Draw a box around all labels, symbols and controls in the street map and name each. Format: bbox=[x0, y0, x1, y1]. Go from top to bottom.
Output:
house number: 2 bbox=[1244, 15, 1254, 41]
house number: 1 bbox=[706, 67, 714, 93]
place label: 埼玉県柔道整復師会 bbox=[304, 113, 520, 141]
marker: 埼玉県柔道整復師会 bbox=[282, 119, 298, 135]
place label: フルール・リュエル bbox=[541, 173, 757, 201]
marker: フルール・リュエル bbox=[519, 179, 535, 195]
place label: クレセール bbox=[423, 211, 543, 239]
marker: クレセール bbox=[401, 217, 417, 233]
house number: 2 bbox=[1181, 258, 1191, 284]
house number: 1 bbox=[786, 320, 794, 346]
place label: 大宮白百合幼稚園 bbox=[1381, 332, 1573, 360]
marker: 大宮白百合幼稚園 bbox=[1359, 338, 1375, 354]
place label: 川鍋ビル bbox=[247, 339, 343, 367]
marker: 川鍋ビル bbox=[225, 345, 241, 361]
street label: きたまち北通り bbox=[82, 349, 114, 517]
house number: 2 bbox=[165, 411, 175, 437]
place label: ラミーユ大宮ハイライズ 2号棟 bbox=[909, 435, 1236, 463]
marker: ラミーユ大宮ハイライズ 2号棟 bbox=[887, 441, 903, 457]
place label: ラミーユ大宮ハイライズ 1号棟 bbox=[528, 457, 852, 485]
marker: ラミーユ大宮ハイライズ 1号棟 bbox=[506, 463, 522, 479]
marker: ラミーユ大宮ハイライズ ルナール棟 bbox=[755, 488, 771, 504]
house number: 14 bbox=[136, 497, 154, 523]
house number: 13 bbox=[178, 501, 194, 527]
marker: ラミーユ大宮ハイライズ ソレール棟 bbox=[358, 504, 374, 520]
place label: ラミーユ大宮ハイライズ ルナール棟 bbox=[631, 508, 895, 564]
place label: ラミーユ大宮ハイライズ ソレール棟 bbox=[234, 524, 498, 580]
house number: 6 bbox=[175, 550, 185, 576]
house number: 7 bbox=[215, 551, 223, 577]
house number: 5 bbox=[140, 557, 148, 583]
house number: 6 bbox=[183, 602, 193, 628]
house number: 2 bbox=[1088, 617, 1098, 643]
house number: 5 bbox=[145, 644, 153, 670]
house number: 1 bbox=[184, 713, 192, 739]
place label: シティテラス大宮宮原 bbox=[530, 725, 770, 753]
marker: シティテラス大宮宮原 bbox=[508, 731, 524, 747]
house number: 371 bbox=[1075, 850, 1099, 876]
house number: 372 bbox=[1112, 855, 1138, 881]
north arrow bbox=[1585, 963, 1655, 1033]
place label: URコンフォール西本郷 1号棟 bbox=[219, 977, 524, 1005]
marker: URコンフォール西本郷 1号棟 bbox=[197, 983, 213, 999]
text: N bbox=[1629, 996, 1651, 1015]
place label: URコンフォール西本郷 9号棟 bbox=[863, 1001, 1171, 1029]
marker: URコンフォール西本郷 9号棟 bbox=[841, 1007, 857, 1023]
+===+
= Problem description =
Show each line of the records above containing "フルール".

= Exercise response =
place label: フルール・リュエル bbox=[541, 173, 757, 201]
marker: フルール・リュエル bbox=[519, 179, 535, 195]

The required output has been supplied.